Meaning that often, we are not like children, but quite the mature adult. We are now senior seminarians already exposed to the liberal arts and all manner of formational programs; we are readers of literature, writers, philosophers, theologians, deacons, at the threshold of priestly ordination. We have become aware of ourselves, are comfortable with ourselves, and are anything but children. If that is so, if the point has come where it is not you who serve the Lord because of his excellence, but you now believe the Lord must serve you in all your excellence, you are now no longer like the innocent child whom the Lord put in the midst his listeners.
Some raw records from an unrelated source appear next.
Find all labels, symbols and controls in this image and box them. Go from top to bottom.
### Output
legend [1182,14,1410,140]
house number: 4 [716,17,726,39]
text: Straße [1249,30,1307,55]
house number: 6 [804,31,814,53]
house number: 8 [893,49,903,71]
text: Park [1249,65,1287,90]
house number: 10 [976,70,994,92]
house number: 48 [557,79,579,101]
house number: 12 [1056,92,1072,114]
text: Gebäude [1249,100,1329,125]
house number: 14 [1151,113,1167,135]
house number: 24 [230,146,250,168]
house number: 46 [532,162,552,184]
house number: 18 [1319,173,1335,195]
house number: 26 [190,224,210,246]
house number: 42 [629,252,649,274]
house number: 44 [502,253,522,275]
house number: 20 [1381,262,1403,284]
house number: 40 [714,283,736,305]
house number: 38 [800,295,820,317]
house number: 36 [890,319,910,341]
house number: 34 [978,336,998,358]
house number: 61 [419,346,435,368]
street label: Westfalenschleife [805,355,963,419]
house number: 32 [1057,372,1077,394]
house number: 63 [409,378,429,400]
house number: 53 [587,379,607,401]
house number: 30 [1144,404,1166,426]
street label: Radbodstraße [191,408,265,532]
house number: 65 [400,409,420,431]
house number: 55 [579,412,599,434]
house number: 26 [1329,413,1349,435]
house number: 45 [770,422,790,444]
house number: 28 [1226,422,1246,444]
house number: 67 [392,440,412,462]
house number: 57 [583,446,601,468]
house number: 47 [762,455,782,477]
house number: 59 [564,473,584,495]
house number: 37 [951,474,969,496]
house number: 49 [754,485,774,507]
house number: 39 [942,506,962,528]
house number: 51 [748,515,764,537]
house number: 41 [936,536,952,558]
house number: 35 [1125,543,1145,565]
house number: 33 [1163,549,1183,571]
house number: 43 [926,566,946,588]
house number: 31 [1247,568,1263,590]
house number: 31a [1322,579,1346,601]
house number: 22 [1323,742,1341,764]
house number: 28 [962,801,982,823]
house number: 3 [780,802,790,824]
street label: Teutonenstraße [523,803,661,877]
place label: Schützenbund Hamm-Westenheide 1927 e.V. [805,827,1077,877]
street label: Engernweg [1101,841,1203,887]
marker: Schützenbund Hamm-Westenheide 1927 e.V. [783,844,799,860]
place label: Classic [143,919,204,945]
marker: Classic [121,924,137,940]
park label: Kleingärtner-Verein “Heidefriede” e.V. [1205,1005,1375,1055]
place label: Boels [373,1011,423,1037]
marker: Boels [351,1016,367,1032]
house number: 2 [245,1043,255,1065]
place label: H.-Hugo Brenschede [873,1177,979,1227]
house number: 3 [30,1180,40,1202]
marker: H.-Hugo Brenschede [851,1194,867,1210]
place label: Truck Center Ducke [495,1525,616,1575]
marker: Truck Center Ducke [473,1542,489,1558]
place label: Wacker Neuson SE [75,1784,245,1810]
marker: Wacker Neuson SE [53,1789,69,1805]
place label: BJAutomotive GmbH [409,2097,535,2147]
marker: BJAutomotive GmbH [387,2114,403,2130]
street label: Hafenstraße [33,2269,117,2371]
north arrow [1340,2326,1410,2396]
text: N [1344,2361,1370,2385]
Your prayer is not the child's, "Thy Kingdom come, thy will be done!" It is rather the adult's "My kingdom come, my will be done!"
As your long retreat ends, have you become as an adult or have you become as a child? Have you come to a point where despite the cold nights and dreary days you can smell the flowers, differentiate the trees, rejoice in the chirping of the birds and appreciate the incessant sound of living waters washing you clean? Have you come to a point where considering all of creation and redemption worked out for you in Love by the Father in Jesus Christ, this objectively awesome but profoundly personal enterprise is from God for you, its recipient, its beneficiary, its servant, its exponent, its evangelist? Have you come to a point where you can gaze at the God-man gazing at you from the Cross, even now – or especially now - that you know he has been resurrected, and feel the warmth and power of his love, inviting your necessary response: "If you have done this for me in love, Lord, what have I done for you? What am I doing for you? What ought I do for you?" (cf SpEx, 53). "Ought": does this ought determine my response to his invitation to walk with him today still carrying his Cross to establish His Father's Kingdom among the many circles of people entrusted to me in my life? Does it determine the "standard" I choose – riches, honor and pride or poverty, insults or contempt and humility? (cf. SpEx 143-147). Does it unite me with the Lord in his proclamation of the Kingdom, his dying for it, and being raised from the dead in his fidelity to it? Do I appreciate that in his redemptive action he has reconciled not only humanity but all of creation with it to himself, so that in a contemplation of the Creator's redeeming love, it is genuinely possible to find God in all things (SpEx 230-237)?
To all these questions, do I say yes or no as an adult – or as a child?
From heaven before the Lord, your guardian angel prays you do so as a child. In God's power, he even intervenes in your life as a child when you are drowning. And carries you safely to shore.